WHAT TO WORK ON:
Could you return the data that follows exactly, minus the images?

PROVIDED DATA:
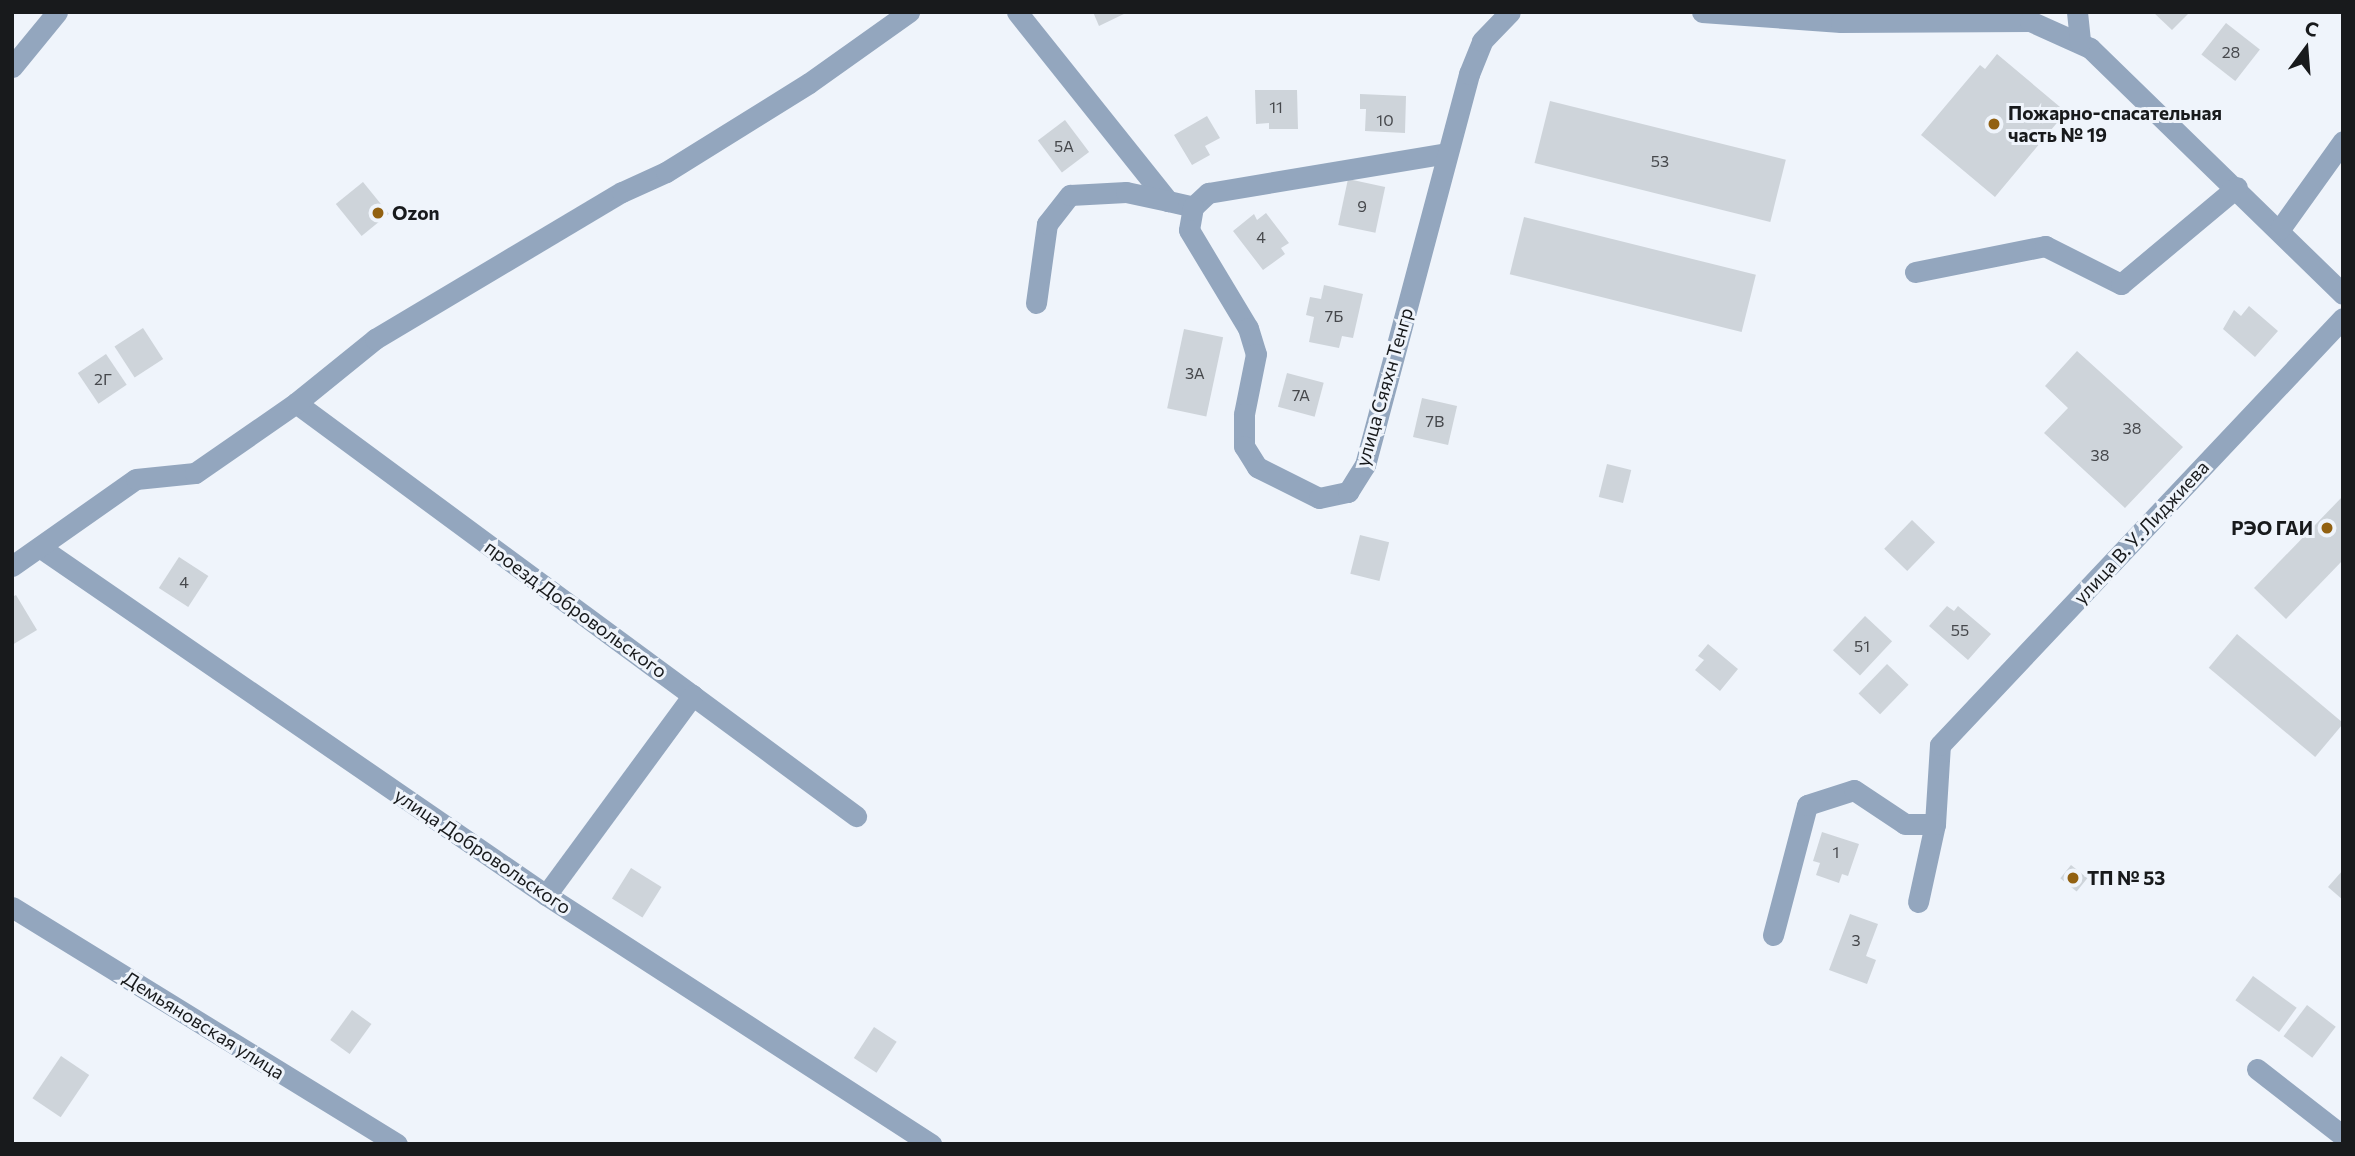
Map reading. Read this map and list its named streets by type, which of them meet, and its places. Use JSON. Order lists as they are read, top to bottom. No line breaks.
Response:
{"streets":{"street":["улица Сяяхн Тенгр","улица В. У. Лиджиева","проезд Добровольского","улица Добровольского","Демьяновская улица"]},"places":["Пожарно-спасательная часть № 19","Ozon","РЭО ГАИ","ТП № 53"],"house_numbers":["28","11","10","5А","53","9","4","7Б","3А","2Г","7А","7В","38","38","4","55","51","1","3"],"north":"top"}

RESPONSE FOR THIS EXERCISE:
Map reading. Read this map and list its named streets by type, which of them meet, and its places. Use JSON. Order lists as they are read, top to bottom. No line breaks.
Response:
{"streets":{"street":["улица Сяяхн Тенгр","улица В. У. Лиджиева","проезд Добровольского","улица Добровольского","Демьяновская улица"]},"places":["Пожарно-спасательная часть № 19","Ozon","РЭО ГАИ","ТП № 53"],"house_numbers":["28","11","10","5А","53","9","4","7Б","3А","2Г","7А","7В","38","38","4","55","51","1","3"],"north":"top"}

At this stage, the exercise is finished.